When Nyamza caught wind of the news last year, she approached Thomson and offered to take over the festival without a structured plan.
At the same time, the State Theatre’s artistic director, Aubrey Sekhabi, was in talks with the theatres’s chief executive, Dr Sibongiseni Mkhize, about adopting the festival as their own.
“We agreed that, even with our small budgets, it is important to retain a platform for dance, given that we needed to develop it at Sast,” Sekhabi explained.
Although Nyamza searched for the festival’s new home in 2018, she met with Sekhabi about what she thought would become a residency. The encounter was serendipitous.
Now called Dance Umbrella Africa (DUA), the festival will be housed at the theatre in Pretoria under the curation of Nyamza. As such, DUA is now government property, entirely funded by the department of arts and culture. Nyamza says the first run of DUA added up to a million rand. The budget was able to stay at what Nyamza considers reasonable with the help of other institutions. The City of Tshwane will provide DUA with transport and Tshwane University of Technology has offered the help of interns for the duration of the festival. Organisations such as Goethe- Institut and Pro Helvetia have sponsored the travel of struggling artists.
The festival’s new last name came about from Sekhabi and Nyamza wanting pan-African choreographers and performers to identify the State Theatre as a home base. “We want artists from the continent to have a home … and artists from all parts of the world to come and share with us their stories through dance; but importantly, [to] understand our stories from the continent,” Sekhabi said.
Centred around moulding and repositioning performance art as a critical tool of engagement in contemporary Africa, the festival runs under the theme Figure-ing the State of Dance in Africa. Another of the DUA’s objectives is to urge the government to support the arts and artists.
“I personally would love to see our ministers, premiers and MECs come and watch the artists’ performances, just as they do when they avail themselves with burying the artists when they die,” Nyamza said.

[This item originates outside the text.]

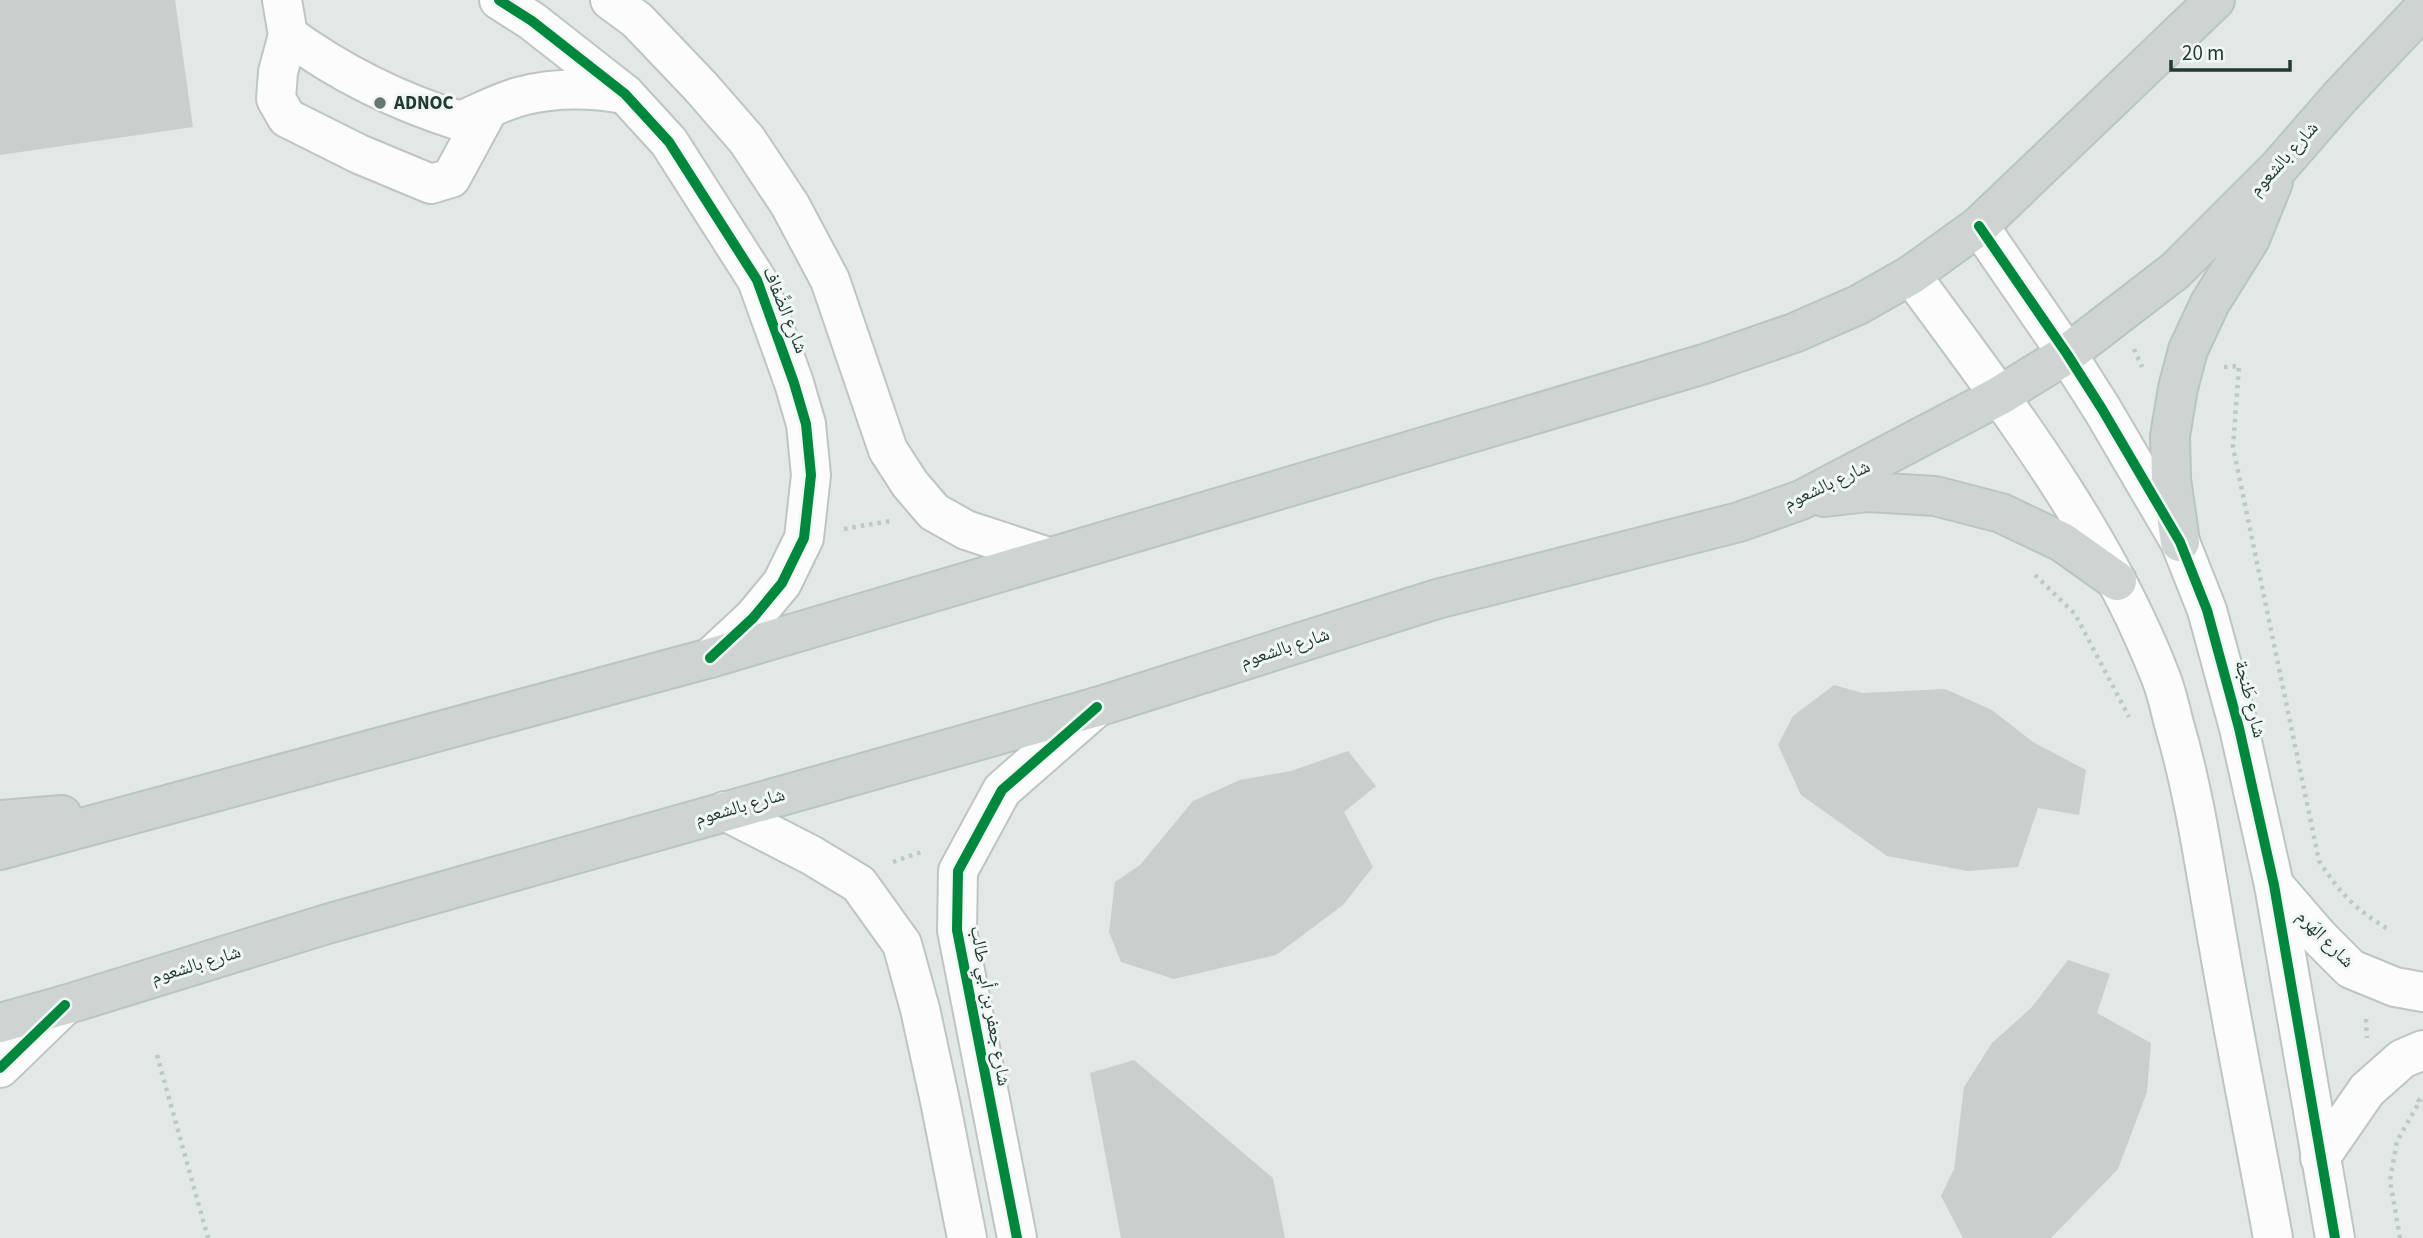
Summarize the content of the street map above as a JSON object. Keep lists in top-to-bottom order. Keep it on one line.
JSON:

DUA features over 50 works from Mali, Mozambique, Madagascar, the United States, Germany, Denmark and South Africa. In addition to dance companies such as Vuyani Dance Theatre and Moving Dance Mophatong, the choreographers Nyamza has invited to showcase include Lulu Mlangeni, Sonia Radebe, Phumlani Nyanga, Maqoma and Gaby Saranouffi. Nyamza has also brought her former Dance Umbrella contemporaries Xaba and Pesa on board for dramaturgical purposes.